[Saved data entries]

-- Opening Marker --

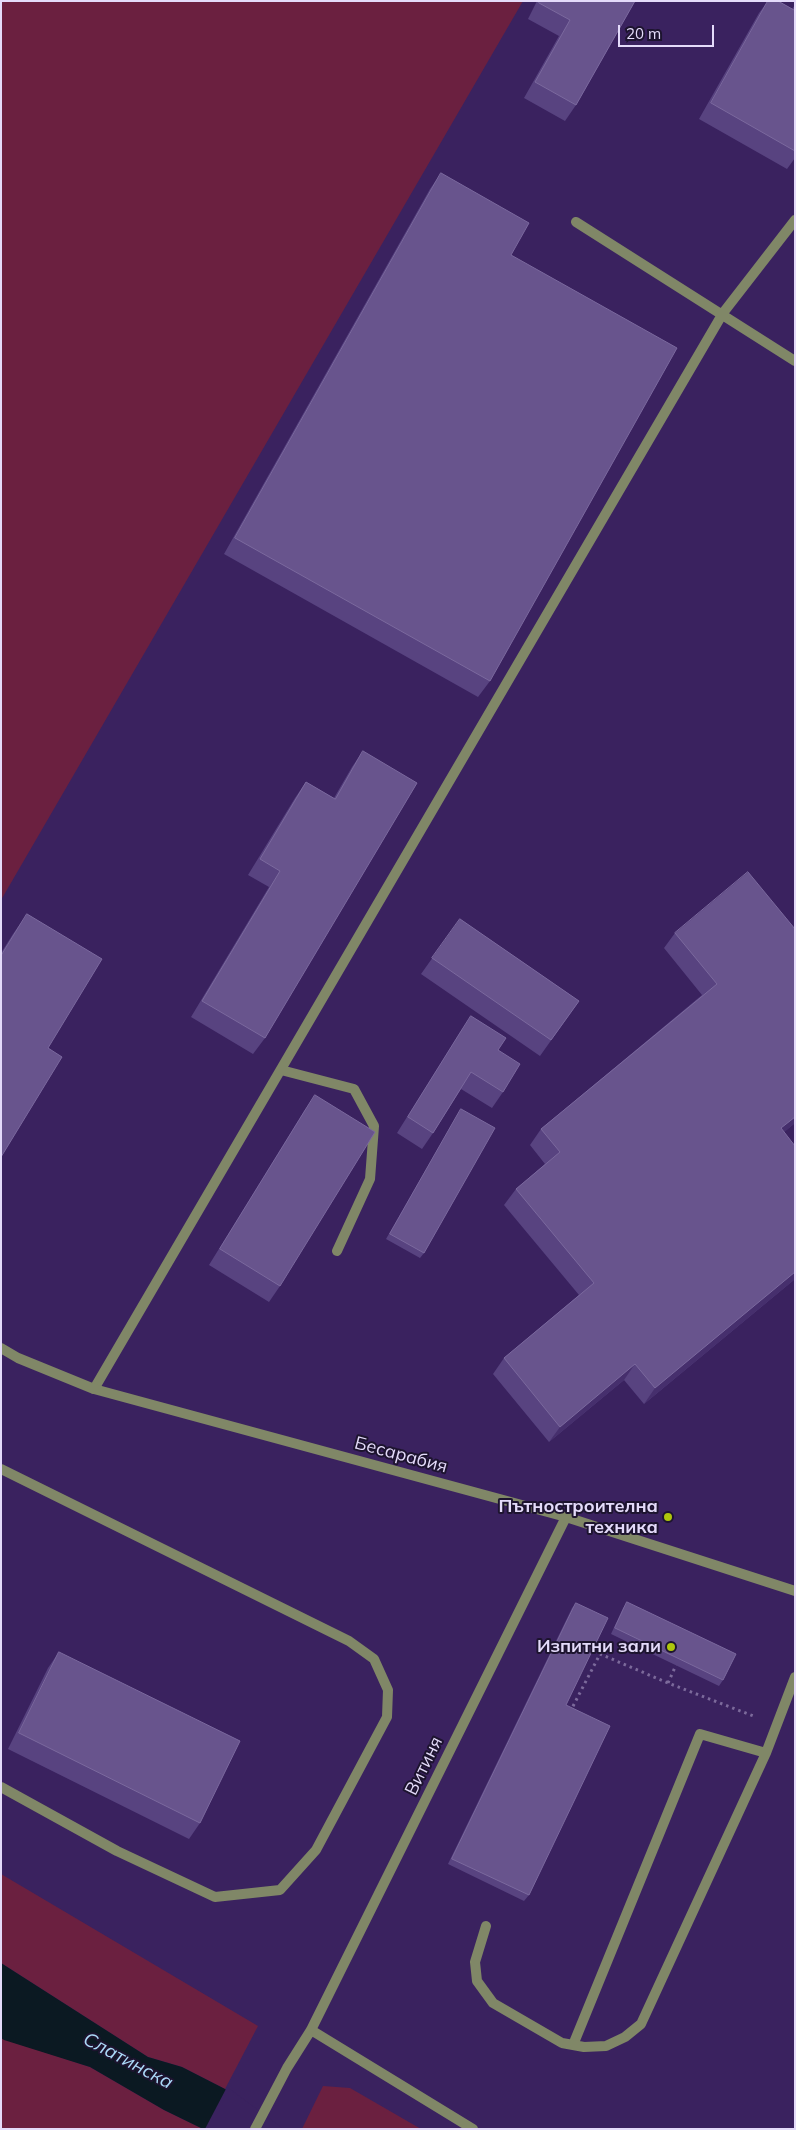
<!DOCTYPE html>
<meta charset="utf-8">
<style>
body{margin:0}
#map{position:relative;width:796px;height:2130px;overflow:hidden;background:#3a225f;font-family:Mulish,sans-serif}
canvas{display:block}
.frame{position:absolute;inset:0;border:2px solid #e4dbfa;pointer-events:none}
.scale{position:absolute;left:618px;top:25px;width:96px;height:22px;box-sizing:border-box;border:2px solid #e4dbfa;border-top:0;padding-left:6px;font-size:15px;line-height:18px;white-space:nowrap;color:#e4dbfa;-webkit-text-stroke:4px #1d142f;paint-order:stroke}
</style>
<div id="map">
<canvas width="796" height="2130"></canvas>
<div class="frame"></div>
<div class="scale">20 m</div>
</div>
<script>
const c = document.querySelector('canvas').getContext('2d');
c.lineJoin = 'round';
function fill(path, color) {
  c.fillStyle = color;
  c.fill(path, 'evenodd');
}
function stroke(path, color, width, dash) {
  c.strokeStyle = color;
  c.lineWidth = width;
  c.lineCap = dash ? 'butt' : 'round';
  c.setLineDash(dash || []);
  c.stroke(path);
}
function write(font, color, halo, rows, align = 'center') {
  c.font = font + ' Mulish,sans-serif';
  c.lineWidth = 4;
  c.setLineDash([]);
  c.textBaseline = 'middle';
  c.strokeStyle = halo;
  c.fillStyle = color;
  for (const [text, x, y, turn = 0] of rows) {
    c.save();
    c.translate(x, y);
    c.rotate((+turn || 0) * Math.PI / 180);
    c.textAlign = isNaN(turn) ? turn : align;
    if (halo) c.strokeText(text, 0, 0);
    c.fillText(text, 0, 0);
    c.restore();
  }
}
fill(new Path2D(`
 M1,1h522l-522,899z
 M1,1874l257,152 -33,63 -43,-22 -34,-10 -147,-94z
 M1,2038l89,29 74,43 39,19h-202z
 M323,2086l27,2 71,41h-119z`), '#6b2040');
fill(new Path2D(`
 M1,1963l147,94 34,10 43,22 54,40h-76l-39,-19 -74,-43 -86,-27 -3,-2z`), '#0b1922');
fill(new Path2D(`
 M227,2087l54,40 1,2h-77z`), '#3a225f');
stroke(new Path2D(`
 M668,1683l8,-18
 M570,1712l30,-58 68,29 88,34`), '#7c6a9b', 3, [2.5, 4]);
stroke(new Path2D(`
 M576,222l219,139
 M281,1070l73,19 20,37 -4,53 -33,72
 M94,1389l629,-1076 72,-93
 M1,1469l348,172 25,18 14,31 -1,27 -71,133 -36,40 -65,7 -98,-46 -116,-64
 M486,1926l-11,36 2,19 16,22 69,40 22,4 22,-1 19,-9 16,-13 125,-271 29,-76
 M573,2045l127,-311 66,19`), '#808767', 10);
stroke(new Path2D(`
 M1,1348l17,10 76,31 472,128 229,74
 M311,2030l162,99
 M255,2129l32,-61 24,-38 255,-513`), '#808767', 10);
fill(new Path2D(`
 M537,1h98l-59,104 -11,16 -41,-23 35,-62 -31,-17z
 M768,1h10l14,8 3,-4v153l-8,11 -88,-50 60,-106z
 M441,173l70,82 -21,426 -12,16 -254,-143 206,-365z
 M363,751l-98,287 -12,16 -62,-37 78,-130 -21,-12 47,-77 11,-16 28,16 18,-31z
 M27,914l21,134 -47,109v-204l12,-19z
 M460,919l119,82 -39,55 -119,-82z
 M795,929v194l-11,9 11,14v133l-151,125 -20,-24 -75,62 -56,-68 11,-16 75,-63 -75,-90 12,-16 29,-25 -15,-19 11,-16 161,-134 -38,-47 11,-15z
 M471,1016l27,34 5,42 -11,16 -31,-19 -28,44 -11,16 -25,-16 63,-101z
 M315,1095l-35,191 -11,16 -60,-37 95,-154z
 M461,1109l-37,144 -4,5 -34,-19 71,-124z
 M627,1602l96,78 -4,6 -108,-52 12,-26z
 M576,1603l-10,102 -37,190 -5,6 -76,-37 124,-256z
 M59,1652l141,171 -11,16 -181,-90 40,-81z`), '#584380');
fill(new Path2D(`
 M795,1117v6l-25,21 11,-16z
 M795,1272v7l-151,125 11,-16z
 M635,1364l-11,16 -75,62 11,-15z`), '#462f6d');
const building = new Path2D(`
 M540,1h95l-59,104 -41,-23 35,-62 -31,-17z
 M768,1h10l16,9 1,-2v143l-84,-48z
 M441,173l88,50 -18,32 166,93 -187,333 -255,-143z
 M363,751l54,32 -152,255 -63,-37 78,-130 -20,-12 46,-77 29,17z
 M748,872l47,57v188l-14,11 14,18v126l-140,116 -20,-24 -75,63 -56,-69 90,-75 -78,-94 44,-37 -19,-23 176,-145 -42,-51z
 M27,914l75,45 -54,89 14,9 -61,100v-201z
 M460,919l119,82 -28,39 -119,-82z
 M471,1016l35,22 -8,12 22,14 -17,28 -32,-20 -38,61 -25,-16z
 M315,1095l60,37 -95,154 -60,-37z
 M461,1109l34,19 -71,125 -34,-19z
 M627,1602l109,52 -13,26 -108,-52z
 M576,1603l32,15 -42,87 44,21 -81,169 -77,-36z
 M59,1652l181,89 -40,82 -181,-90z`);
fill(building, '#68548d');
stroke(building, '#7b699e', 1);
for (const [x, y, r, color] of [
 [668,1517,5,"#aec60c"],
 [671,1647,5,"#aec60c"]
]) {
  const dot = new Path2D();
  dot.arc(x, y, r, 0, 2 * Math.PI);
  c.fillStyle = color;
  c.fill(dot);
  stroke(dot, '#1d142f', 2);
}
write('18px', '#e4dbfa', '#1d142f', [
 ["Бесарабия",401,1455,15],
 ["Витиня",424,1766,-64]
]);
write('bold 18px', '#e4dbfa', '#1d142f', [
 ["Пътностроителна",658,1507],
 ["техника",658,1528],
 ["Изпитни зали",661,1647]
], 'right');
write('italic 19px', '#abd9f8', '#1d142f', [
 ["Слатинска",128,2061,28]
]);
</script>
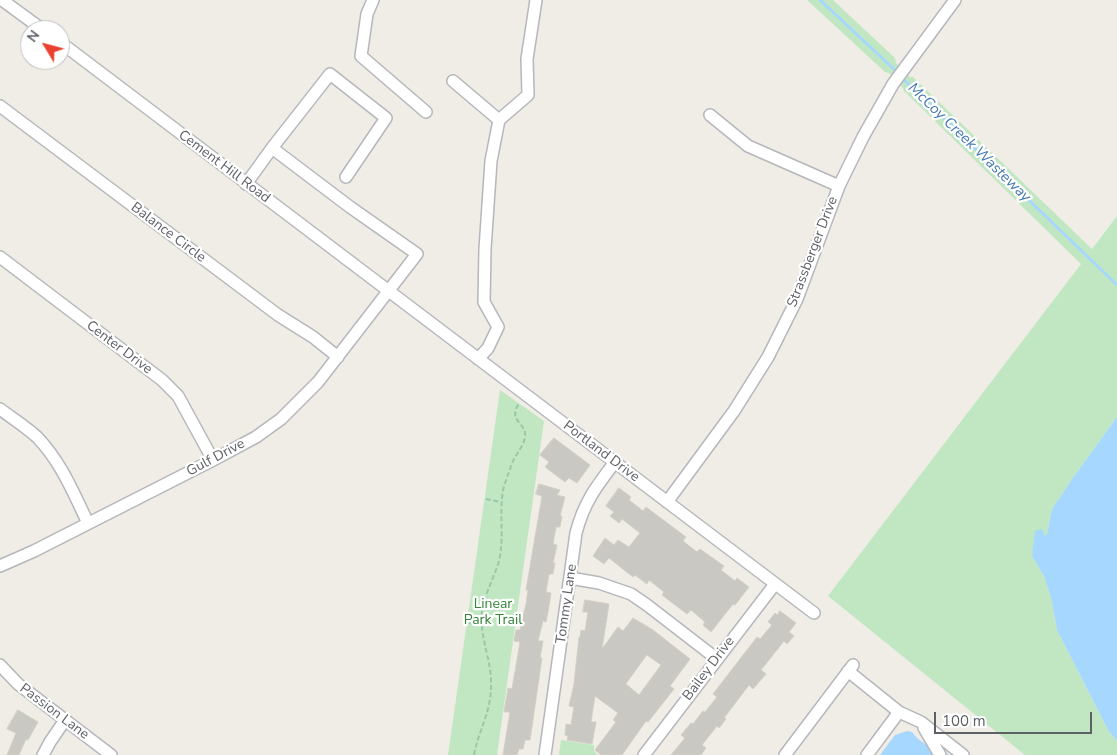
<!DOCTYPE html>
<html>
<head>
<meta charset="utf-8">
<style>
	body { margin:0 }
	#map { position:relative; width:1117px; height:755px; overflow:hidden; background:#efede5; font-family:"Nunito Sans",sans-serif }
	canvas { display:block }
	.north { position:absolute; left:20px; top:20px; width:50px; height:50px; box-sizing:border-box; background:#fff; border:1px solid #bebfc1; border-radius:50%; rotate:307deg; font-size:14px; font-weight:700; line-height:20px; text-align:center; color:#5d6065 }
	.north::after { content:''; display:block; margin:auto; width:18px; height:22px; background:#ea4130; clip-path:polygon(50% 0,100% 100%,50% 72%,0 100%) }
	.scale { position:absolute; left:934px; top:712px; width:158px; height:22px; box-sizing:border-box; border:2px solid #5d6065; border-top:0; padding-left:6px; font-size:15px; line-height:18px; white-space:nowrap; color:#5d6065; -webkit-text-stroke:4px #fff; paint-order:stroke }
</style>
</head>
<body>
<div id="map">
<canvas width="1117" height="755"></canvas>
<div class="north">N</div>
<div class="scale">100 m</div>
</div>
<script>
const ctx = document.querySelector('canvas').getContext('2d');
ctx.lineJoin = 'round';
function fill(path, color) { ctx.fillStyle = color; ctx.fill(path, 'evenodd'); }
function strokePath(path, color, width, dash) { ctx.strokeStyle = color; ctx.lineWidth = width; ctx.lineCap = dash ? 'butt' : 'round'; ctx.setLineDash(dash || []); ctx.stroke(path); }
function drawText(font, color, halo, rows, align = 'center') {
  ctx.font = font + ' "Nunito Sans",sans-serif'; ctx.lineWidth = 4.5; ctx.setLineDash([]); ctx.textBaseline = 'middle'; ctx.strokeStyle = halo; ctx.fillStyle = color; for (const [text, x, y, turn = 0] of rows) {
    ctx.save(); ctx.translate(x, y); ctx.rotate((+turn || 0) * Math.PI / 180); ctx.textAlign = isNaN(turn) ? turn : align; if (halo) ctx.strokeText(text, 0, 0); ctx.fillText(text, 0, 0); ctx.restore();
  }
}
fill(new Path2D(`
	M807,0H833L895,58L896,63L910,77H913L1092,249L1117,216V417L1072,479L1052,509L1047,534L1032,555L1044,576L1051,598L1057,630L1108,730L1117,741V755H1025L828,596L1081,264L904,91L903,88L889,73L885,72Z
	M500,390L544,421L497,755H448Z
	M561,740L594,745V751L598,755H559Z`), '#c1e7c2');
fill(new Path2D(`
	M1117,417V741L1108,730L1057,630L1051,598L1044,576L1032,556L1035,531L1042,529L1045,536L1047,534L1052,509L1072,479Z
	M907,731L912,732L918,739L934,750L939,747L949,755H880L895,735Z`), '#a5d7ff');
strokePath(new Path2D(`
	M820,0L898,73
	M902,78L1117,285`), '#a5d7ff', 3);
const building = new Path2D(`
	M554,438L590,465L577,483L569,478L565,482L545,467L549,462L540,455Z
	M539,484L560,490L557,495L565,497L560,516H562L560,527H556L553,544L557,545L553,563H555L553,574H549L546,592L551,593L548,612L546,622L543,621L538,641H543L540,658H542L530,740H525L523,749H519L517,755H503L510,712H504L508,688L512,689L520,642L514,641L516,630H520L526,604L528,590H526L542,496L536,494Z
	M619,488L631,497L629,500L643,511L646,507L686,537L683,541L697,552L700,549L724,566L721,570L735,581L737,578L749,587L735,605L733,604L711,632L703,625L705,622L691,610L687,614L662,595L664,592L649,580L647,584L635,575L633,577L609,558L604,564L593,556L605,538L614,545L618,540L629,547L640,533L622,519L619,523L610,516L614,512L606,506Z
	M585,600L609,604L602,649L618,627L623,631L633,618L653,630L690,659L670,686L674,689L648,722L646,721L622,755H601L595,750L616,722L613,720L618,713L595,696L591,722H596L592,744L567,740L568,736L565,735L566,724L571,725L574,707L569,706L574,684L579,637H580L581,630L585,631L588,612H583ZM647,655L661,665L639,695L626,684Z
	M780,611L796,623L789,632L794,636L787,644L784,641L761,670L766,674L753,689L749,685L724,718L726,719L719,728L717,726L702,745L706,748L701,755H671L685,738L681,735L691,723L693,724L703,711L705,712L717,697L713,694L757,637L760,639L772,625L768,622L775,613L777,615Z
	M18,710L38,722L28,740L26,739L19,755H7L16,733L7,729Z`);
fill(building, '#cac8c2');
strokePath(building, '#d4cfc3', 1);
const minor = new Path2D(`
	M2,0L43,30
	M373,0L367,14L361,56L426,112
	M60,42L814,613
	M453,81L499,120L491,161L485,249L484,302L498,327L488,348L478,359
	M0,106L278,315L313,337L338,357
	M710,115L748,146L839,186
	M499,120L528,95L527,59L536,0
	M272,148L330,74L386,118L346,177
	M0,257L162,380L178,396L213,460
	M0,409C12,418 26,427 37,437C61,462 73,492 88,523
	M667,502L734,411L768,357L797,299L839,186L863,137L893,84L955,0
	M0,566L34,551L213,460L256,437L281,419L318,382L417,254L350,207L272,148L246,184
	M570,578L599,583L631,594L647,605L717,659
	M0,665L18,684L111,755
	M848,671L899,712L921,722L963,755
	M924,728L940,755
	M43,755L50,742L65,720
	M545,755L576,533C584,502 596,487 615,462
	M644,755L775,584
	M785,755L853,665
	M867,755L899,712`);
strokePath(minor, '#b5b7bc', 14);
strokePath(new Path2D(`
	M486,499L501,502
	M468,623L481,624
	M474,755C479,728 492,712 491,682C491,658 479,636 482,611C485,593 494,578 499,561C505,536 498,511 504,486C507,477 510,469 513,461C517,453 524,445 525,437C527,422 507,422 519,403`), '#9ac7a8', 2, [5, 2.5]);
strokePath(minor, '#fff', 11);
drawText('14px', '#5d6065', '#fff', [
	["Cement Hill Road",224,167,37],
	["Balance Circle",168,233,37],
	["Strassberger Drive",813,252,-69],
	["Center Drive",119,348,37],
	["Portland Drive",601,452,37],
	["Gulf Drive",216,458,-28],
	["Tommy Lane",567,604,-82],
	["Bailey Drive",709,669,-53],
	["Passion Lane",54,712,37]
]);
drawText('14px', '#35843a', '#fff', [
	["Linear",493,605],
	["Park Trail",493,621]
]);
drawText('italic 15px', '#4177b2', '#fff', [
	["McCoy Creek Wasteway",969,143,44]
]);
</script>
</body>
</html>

-- Closing Marker --

HOW TO COMPLETE THIS TASK. Find every line in the records above that holds the word "strokeText", and copy each one.

TASK OUTPUT.
    if (halo) c.strokeText(text, 0, 0);
    ctx.save(); ctx.translate(x, y); ctx.rotate((+turn || 0) * Math.PI / 180); ctx.textAlign = isNaN(turn) ? turn : align; if (halo) ctx.strokeText(text, 0, 0); ctx.fillText(text, 0, 0); ctx.restore();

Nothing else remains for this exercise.